### Dataset entries:
◆ ◆ ◆
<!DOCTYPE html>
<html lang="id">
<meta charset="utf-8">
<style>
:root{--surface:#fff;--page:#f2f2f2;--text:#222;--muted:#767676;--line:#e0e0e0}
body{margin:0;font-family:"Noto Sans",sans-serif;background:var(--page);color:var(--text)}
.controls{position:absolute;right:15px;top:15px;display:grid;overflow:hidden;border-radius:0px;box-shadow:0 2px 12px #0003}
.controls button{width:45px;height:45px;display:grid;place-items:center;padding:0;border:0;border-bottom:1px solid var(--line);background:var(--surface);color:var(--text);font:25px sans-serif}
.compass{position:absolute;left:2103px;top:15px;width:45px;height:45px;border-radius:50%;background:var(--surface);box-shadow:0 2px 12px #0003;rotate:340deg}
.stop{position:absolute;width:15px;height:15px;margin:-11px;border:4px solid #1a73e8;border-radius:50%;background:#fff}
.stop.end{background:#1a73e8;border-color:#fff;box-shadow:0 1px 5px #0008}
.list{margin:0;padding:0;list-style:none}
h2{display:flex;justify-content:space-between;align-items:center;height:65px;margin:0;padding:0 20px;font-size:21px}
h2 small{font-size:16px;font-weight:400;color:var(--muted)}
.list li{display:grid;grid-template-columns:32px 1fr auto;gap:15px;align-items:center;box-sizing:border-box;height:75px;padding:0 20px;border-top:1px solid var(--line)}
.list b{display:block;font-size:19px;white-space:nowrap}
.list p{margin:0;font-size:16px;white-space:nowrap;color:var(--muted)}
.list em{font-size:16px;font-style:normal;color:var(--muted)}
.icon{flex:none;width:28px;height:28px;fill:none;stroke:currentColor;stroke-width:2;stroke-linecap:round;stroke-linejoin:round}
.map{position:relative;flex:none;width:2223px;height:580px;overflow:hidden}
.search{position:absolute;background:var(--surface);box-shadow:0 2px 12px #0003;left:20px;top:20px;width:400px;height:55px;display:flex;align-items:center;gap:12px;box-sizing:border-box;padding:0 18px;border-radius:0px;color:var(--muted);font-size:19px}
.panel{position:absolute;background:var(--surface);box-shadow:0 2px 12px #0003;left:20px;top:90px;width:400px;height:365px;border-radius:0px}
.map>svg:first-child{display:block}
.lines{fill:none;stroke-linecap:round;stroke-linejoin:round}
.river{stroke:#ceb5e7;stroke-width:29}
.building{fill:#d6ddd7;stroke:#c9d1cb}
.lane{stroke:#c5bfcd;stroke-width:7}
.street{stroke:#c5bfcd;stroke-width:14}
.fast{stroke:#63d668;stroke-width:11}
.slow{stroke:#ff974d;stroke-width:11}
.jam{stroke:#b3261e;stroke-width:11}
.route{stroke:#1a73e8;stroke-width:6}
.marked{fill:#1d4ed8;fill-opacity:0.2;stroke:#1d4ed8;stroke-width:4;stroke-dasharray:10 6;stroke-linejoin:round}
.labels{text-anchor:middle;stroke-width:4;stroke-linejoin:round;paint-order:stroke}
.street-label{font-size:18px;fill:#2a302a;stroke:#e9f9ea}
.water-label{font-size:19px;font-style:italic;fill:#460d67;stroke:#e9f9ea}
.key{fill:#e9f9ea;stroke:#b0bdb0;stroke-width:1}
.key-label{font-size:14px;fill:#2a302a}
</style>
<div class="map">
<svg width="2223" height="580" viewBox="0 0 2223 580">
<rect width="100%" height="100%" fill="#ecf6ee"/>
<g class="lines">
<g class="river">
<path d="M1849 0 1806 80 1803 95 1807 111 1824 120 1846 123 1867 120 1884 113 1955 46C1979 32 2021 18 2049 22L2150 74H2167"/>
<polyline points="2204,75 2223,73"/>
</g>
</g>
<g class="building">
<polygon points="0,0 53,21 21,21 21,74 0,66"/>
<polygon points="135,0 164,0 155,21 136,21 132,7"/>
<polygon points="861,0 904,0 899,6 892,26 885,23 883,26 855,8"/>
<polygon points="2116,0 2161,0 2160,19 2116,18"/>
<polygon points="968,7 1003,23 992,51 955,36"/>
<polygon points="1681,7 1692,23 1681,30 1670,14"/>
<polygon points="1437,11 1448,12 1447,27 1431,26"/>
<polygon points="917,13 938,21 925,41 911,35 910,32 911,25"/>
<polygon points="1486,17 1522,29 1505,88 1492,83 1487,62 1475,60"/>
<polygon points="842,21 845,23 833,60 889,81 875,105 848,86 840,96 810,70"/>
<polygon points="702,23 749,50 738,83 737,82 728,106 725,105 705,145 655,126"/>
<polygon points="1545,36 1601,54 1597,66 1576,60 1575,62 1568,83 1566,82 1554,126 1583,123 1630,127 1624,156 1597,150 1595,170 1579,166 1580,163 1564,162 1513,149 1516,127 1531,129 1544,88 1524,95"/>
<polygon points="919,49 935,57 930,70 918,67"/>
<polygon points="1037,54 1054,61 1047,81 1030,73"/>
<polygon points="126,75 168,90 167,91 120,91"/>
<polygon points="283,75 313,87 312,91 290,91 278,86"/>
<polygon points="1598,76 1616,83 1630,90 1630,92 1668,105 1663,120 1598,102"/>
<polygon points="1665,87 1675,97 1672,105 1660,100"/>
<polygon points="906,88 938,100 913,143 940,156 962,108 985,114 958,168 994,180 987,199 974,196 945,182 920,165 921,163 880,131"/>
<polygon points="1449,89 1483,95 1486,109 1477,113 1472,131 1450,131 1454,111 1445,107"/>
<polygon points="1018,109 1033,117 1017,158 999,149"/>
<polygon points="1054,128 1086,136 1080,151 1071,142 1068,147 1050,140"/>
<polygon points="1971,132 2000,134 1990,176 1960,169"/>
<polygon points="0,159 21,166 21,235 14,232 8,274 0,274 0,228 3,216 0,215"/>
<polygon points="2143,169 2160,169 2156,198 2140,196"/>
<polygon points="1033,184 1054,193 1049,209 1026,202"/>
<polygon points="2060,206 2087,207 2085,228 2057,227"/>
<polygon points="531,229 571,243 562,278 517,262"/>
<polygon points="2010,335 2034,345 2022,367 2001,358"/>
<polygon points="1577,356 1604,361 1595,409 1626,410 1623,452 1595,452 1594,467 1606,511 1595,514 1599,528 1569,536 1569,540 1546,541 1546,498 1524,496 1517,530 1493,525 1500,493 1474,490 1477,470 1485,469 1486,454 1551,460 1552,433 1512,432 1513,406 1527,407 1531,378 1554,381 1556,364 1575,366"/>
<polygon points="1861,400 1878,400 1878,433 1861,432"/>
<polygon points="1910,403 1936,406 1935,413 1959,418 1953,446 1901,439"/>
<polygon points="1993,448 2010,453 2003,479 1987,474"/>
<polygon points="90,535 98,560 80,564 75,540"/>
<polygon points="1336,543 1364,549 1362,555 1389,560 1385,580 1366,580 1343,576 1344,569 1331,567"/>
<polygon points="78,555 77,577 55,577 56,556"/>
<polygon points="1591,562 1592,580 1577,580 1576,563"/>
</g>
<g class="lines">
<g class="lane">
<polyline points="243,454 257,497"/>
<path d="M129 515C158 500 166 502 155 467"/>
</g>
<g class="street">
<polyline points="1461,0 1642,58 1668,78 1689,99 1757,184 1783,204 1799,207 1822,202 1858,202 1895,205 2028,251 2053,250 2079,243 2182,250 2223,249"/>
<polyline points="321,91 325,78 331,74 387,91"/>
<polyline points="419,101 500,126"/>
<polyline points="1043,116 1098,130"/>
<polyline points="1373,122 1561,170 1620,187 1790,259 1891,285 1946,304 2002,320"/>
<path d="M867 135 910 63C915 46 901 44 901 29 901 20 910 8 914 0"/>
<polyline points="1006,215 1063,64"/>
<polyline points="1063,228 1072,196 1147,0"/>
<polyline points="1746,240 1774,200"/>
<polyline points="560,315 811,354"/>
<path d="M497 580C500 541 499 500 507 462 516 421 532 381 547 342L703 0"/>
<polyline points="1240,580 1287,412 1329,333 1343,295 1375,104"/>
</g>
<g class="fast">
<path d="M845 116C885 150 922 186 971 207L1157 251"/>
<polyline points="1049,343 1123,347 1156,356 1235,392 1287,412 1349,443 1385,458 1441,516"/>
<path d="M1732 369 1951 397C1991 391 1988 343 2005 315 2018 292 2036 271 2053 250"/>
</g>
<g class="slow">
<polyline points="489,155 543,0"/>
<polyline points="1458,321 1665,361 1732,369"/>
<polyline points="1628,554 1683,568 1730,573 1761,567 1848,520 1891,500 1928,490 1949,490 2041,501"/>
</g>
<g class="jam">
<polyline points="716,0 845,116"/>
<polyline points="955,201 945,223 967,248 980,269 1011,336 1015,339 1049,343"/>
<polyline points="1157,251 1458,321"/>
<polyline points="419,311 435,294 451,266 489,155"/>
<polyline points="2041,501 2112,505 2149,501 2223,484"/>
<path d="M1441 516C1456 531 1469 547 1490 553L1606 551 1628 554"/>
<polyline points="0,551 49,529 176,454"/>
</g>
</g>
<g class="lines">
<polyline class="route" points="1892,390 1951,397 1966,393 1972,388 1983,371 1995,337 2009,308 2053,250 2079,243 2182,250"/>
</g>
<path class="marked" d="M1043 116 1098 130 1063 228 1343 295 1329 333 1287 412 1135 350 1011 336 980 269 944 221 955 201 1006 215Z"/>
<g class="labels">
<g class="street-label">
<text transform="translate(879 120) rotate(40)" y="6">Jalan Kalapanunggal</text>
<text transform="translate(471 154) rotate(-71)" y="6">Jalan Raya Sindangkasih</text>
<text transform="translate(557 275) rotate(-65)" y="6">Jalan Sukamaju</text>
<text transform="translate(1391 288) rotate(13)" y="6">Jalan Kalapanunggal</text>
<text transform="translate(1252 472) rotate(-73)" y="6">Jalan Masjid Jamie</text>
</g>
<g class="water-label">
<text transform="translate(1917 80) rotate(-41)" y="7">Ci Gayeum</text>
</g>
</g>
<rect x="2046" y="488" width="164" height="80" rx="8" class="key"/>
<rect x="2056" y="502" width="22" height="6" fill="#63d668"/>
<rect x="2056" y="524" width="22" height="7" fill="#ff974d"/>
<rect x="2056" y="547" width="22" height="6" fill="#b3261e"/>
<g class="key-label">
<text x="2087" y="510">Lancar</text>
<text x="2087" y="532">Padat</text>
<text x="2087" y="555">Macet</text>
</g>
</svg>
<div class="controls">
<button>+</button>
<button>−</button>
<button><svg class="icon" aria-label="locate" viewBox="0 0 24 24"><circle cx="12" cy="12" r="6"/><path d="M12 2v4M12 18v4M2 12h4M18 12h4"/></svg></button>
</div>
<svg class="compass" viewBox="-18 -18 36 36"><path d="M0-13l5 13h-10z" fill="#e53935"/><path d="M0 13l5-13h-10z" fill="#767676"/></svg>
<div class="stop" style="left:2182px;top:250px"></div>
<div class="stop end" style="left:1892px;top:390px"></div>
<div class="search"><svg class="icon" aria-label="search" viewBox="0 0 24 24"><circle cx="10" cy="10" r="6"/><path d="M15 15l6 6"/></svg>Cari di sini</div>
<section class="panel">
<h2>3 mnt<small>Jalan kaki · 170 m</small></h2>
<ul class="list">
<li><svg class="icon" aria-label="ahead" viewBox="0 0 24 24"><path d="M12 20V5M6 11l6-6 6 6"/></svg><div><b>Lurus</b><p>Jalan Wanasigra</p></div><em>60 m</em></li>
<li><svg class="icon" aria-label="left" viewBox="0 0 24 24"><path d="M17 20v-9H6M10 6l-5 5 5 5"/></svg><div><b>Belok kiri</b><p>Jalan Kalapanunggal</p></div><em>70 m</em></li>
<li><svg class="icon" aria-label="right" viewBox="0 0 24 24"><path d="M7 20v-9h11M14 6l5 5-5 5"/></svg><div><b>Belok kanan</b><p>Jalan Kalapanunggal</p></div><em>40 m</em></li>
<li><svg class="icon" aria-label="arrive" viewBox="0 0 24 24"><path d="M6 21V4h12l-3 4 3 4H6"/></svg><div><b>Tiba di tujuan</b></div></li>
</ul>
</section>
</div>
◆ ◆ ◆
### Task item:
Whenever the string "margin" turns up in a line of the data, copy that line.

### Solution to this exercise:
body{margin:0;font-family:"Noto Sans",sans-serif;background:var(--page);color:var(--text)}
.stop{position:absolute;width:15px;height:15px;margin:-11px;border:4px solid #1a73e8;border-radius:50%;background:#fff}
.list{margin:0;padding:0;list-style:none}
h2{display:flex;justify-content:space-between;align-items:center;height:65px;margin:0;padding:0 20px;font-size:21px}
.list p{margin:0;font-size:16px;white-space:nowrap;color:var(--muted)}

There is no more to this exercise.